TRY IT:
Leave the pictures out and quote only the lines from the one with "Where are the" down to the end of the listing below.
****************
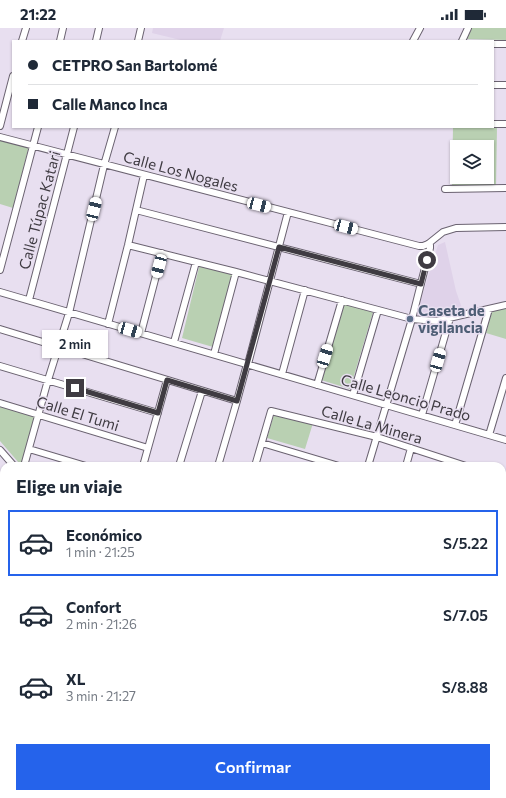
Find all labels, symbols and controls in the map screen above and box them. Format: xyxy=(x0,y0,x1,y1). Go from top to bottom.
text: 21:22 xyxy=(20,5,56,23)
text: CETPRO San Bartolomé xyxy=(52,56,218,74)
text: Calle Manco Inca xyxy=(52,95,168,113)
map controls xyxy=(450,140,494,184)
button: layers xyxy=(450,140,494,184)
street label: Calle Los Nogales xyxy=(122,147,241,195)
street label: Calle Túpac Katari xyxy=(15,149,63,271)
car xyxy=(85,196,103,222)
car xyxy=(246,196,272,214)
car xyxy=(333,218,359,236)
route start xyxy=(418,251,436,269)
car xyxy=(150,253,168,279)
place label: Caseta de vigilancia xyxy=(418,301,485,336)
marker: Caseta de vigilancia xyxy=(405,314,415,324)
car xyxy=(117,321,143,339)
callout: 2 min xyxy=(42,330,108,358)
text: 2 min xyxy=(59,336,91,352)
car xyxy=(316,343,334,369)
car xyxy=(429,347,447,373)
street label: Calle Leoncio Prado xyxy=(339,370,473,424)
route end xyxy=(66,379,84,397)
street label: Calle El Tumi xyxy=(34,392,122,434)
street label: Calle La Minera xyxy=(319,401,425,447)
text: Elige un viaje xyxy=(16,475,122,497)
icon: car xyxy=(18,525,54,561)
text: Económico xyxy=(66,526,142,544)
text: S/5.22 xyxy=(443,534,488,552)
text: 1 min · 21:25 xyxy=(66,544,135,560)
icon: car xyxy=(18,597,54,633)
text: Confort xyxy=(66,598,121,616)
text: S/7.05 xyxy=(443,606,488,624)
text: 2 min · 21:26 xyxy=(66,616,137,632)
icon: car xyxy=(18,669,54,705)
text: XL xyxy=(66,670,85,688)
text: S/8.88 xyxy=(442,678,488,696)
text: 3 min · 21:27 xyxy=(66,688,136,704)
button: Confirmar xyxy=(16,744,490,790)

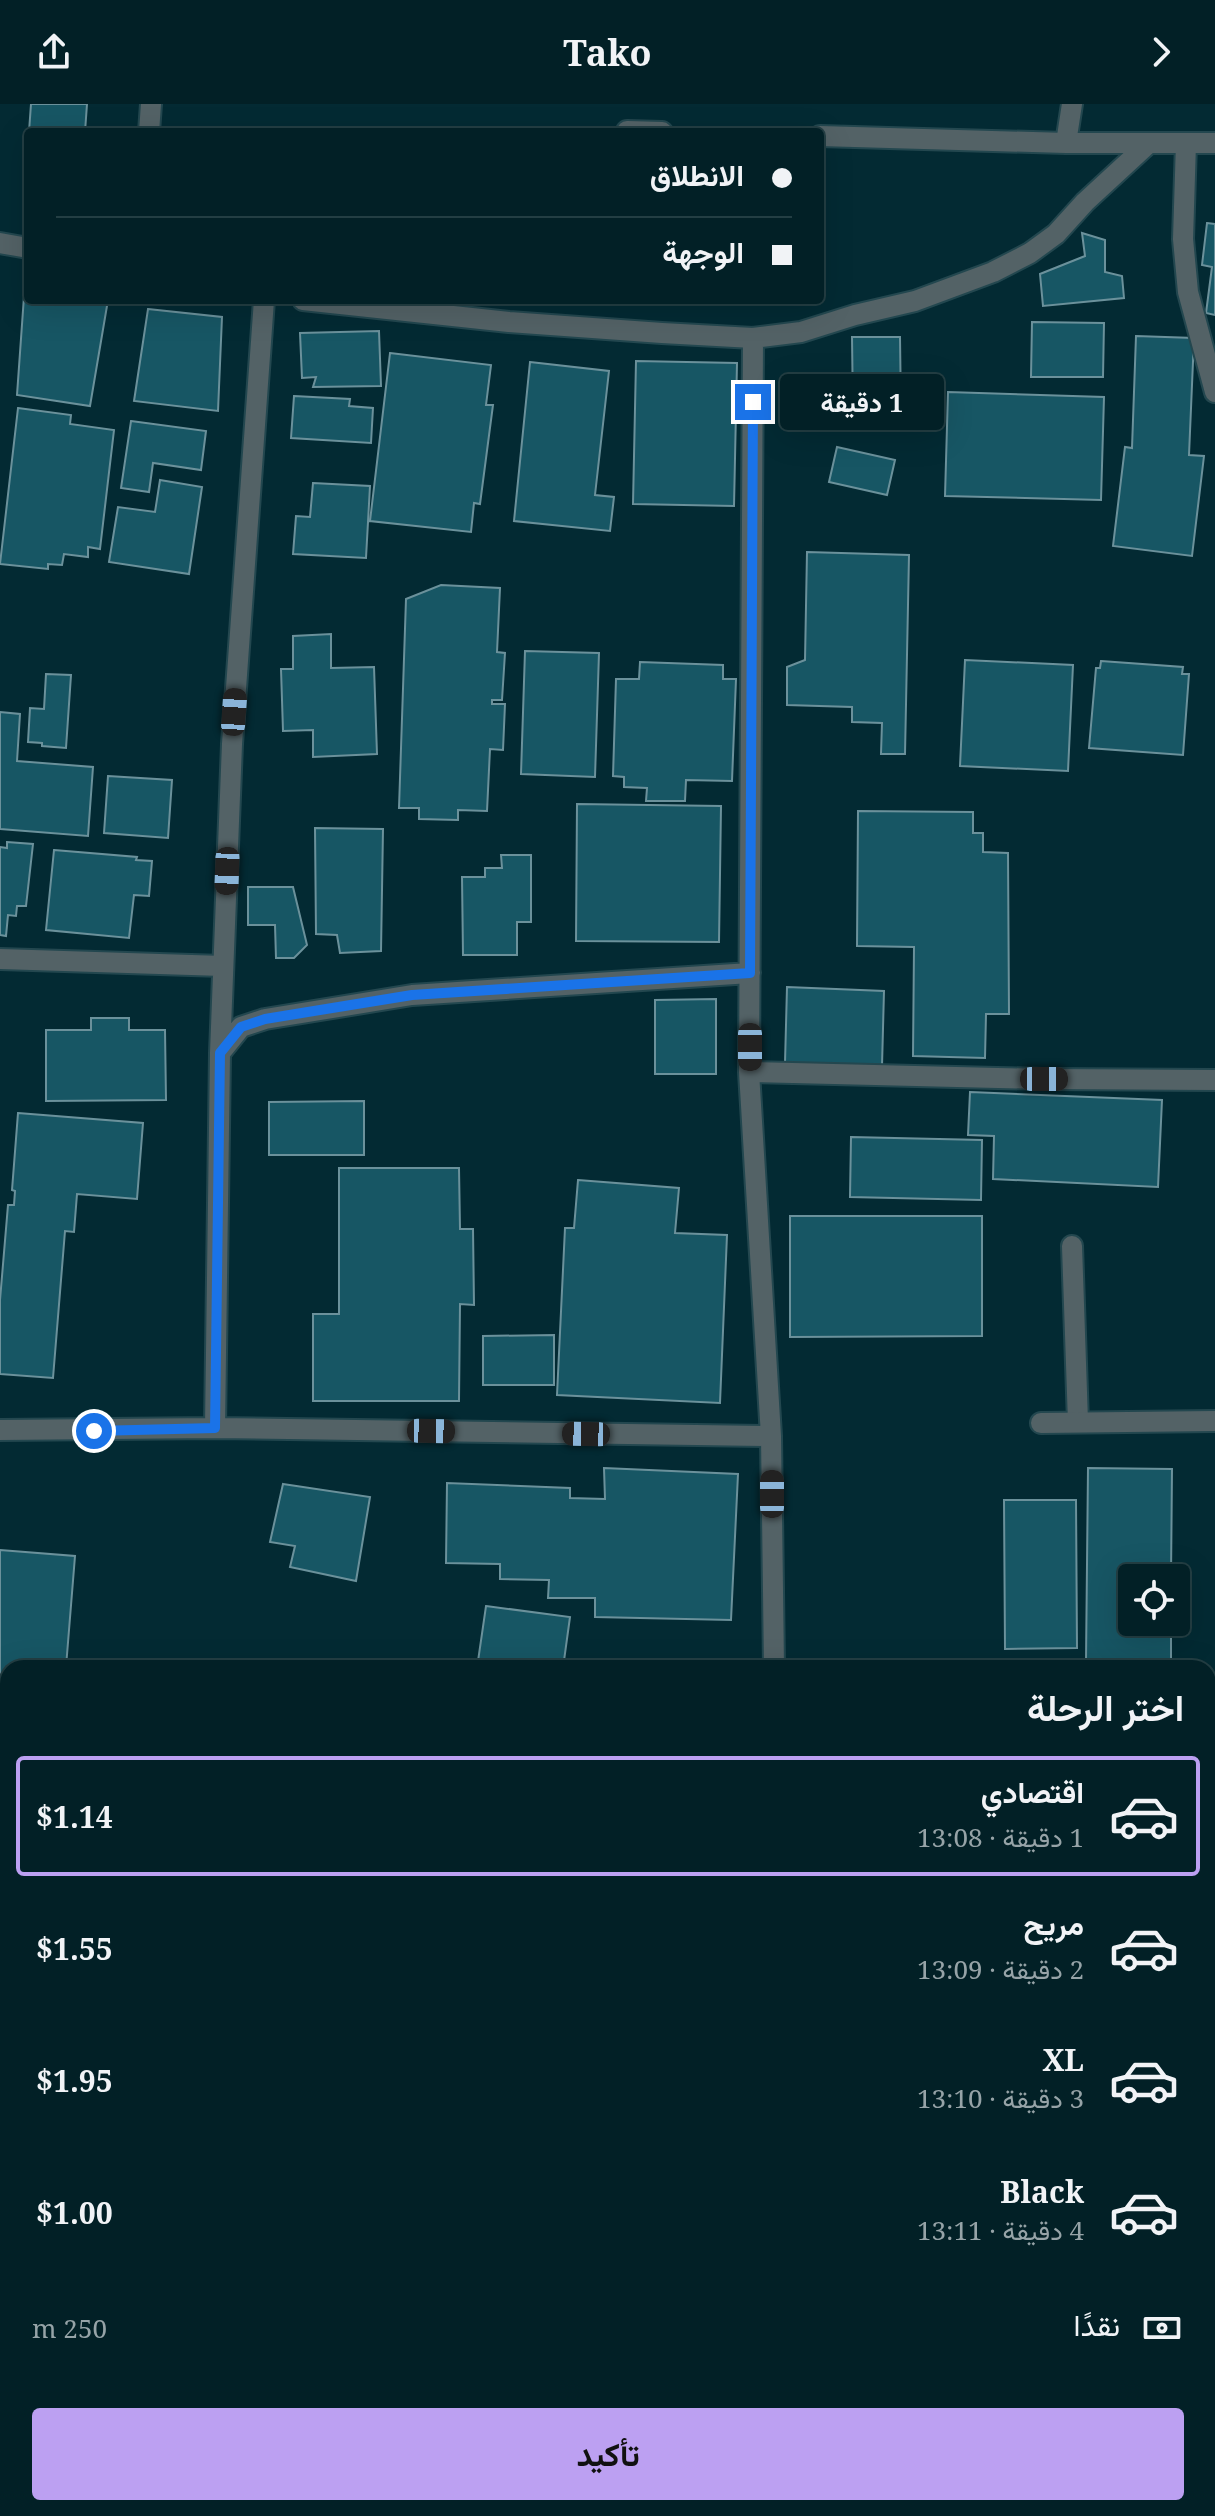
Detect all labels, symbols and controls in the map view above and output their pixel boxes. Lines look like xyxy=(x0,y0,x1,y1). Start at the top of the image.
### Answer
text: Tako xyxy=(563,28,652,77)
icon: share xyxy=(32,30,76,74)
icon: forward xyxy=(1139,30,1183,74)
text: الانطلاق xyxy=(650,154,744,195)
text: الوجهة xyxy=(662,231,744,272)
callout: 1 دقيقة xyxy=(781,374,945,430)
route end xyxy=(735,384,771,420)
text: 1 دقيقة xyxy=(821,384,903,420)
car xyxy=(220,687,248,737)
car xyxy=(214,847,240,895)
car xyxy=(738,1023,762,1071)
car xyxy=(1020,1067,1068,1091)
route start xyxy=(76,1413,112,1449)
car xyxy=(407,1419,455,1443)
car xyxy=(562,1422,610,1446)
car xyxy=(760,1470,784,1518)
map controls xyxy=(1118,1564,1190,1636)
button: locate xyxy=(1118,1564,1190,1636)
text: اختر الرحلة xyxy=(1027,1683,1184,1732)
text: اقتصادي xyxy=(981,1771,1084,1812)
icon: car xyxy=(1108,1780,1180,1852)
text: $1.14 xyxy=(36,1796,113,1837)
text: 1 دقيقة · 13:08 xyxy=(917,1819,1084,1855)
text: مريح xyxy=(1024,1903,1084,1944)
icon: car xyxy=(1108,1912,1180,1984)
text: $1.55 xyxy=(36,1928,113,1969)
text: 2 دقيقة · 13:09 xyxy=(917,1951,1084,1987)
text: XL xyxy=(1042,2039,1084,2080)
icon: car xyxy=(1108,2044,1180,2116)
text: $1.95 xyxy=(36,2060,113,2101)
text: 3 دقيقة · 13:10 xyxy=(917,2080,1084,2116)
text: Black xyxy=(1000,2171,1084,2212)
icon: car xyxy=(1108,2176,1180,2248)
text: $1.00 xyxy=(36,2192,113,2233)
text: 4 دقيقة · 13:11 xyxy=(917,2212,1084,2248)
text: نقدًا xyxy=(1074,2304,1120,2345)
icon: cash xyxy=(1140,2306,1184,2350)
text: 250 m xyxy=(32,2310,107,2346)
button: تأكيد xyxy=(32,2408,1184,2500)

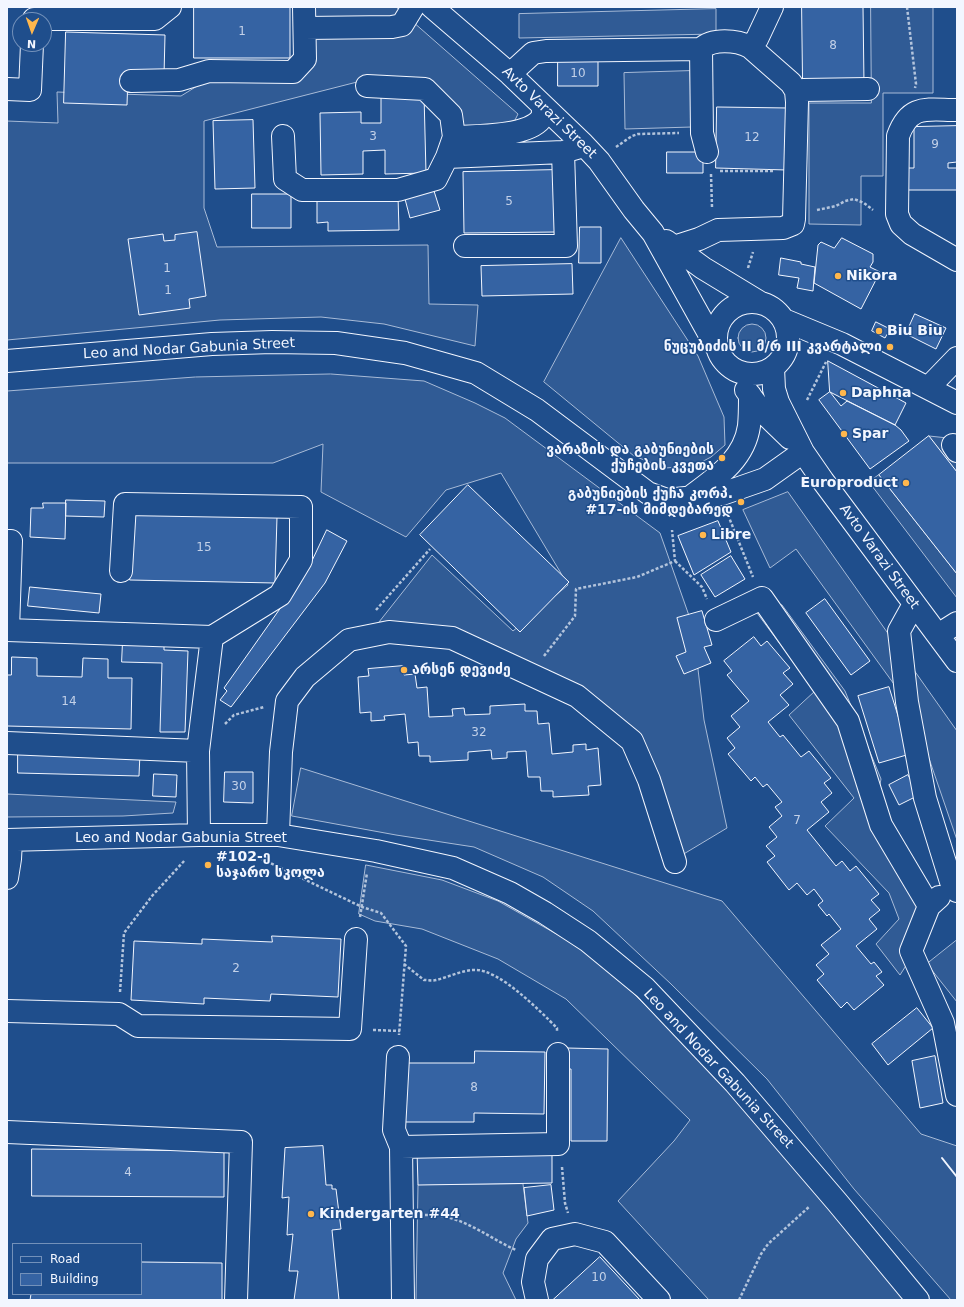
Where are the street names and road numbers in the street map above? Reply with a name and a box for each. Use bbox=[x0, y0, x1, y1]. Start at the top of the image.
street label: Avto Varazi Street bbox=[498, 63, 600, 163]
street label: Leo and Nodar Gabunia Street bbox=[83, 335, 295, 363]
street label: Avto Varazi Street bbox=[835, 501, 923, 613]
street label: Leo and Nodar Gabunia Street bbox=[75, 830, 287, 846]
street label: Leo and Nodar Gabunia Street bbox=[639, 986, 797, 1152]

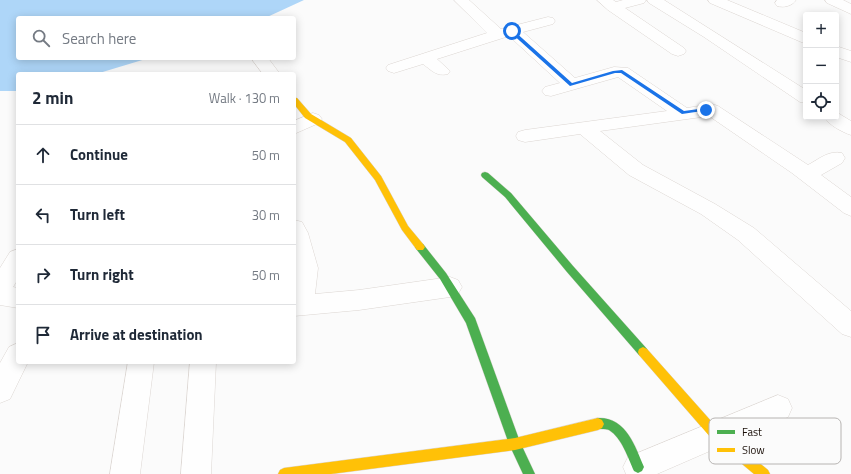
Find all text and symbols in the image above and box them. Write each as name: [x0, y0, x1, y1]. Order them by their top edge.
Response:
map controls: [803, 12, 839, 120]
button: +: [803, 12, 839, 48]
search box: [16, 16, 296, 60]
route start: [503, 22, 521, 40]
icon: search: [30, 27, 52, 49]
text: Search here: [62, 27, 136, 50]
button: −: [803, 48, 839, 84]
button: locate: [803, 84, 839, 120]
text: 2 min: [32, 85, 73, 111]
text: Walk · 130 m: [209, 88, 280, 108]
route end: [697, 101, 715, 119]
text: Continue: [70, 143, 128, 166]
icon: ahead: [32, 144, 54, 166]
text: 50 m: [252, 145, 280, 165]
text: Turn left: [70, 203, 125, 226]
icon: left: [32, 204, 54, 226]
text: 30 m: [252, 205, 280, 225]
text: Turn right: [70, 263, 134, 286]
icon: right: [32, 264, 54, 286]
text: 50 m: [252, 265, 280, 285]
text: Arrive at destination: [70, 323, 203, 346]
icon: arrive: [32, 324, 54, 346]
legend: [709, 418, 841, 464]
text: Fast: [742, 424, 762, 440]
text: Slow: [742, 442, 765, 458]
****************
SOLUTION FOR THIS TASK:
Where are the street names and road numbers in the street map above? Reply with a name and a box for each. Use bbox=[x0, y0, x1, y1]. Start at the top of the image.
street label: Avto Varazi Street bbox=[498, 63, 600, 163]
street label: Leo and Nodar Gabunia Street bbox=[83, 335, 295, 363]
street label: Avto Varazi Street bbox=[835, 501, 923, 613]
street label: Leo and Nodar Gabunia Street bbox=[75, 830, 287, 846]
street label: Leo and Nodar Gabunia Street bbox=[639, 986, 797, 1152]

Find all text and symbols in the image above and box them. Write each as name: [x0, y0, x1, y1]. Order them by their top edge.
Response:
map controls: [803, 12, 839, 120]
button: +: [803, 12, 839, 48]
search box: [16, 16, 296, 60]
route start: [503, 22, 521, 40]
icon: search: [30, 27, 52, 49]
text: Search here: [62, 27, 136, 50]
button: −: [803, 48, 839, 84]
button: locate: [803, 84, 839, 120]
text: 2 min: [32, 85, 73, 111]
text: Walk · 130 m: [209, 88, 280, 108]
route end: [697, 101, 715, 119]
text: Continue: [70, 143, 128, 166]
icon: ahead: [32, 144, 54, 166]
text: 50 m: [252, 145, 280, 165]
text: Turn left: [70, 203, 125, 226]
icon: left: [32, 204, 54, 226]
text: 30 m: [252, 205, 280, 225]
text: Turn right: [70, 263, 134, 286]
icon: right: [32, 264, 54, 286]
text: 50 m: [252, 265, 280, 285]
text: Arrive at destination: [70, 323, 203, 346]
icon: arrive: [32, 324, 54, 346]
legend: [709, 418, 841, 464]
text: Fast: [742, 424, 762, 440]
text: Slow: [742, 442, 765, 458]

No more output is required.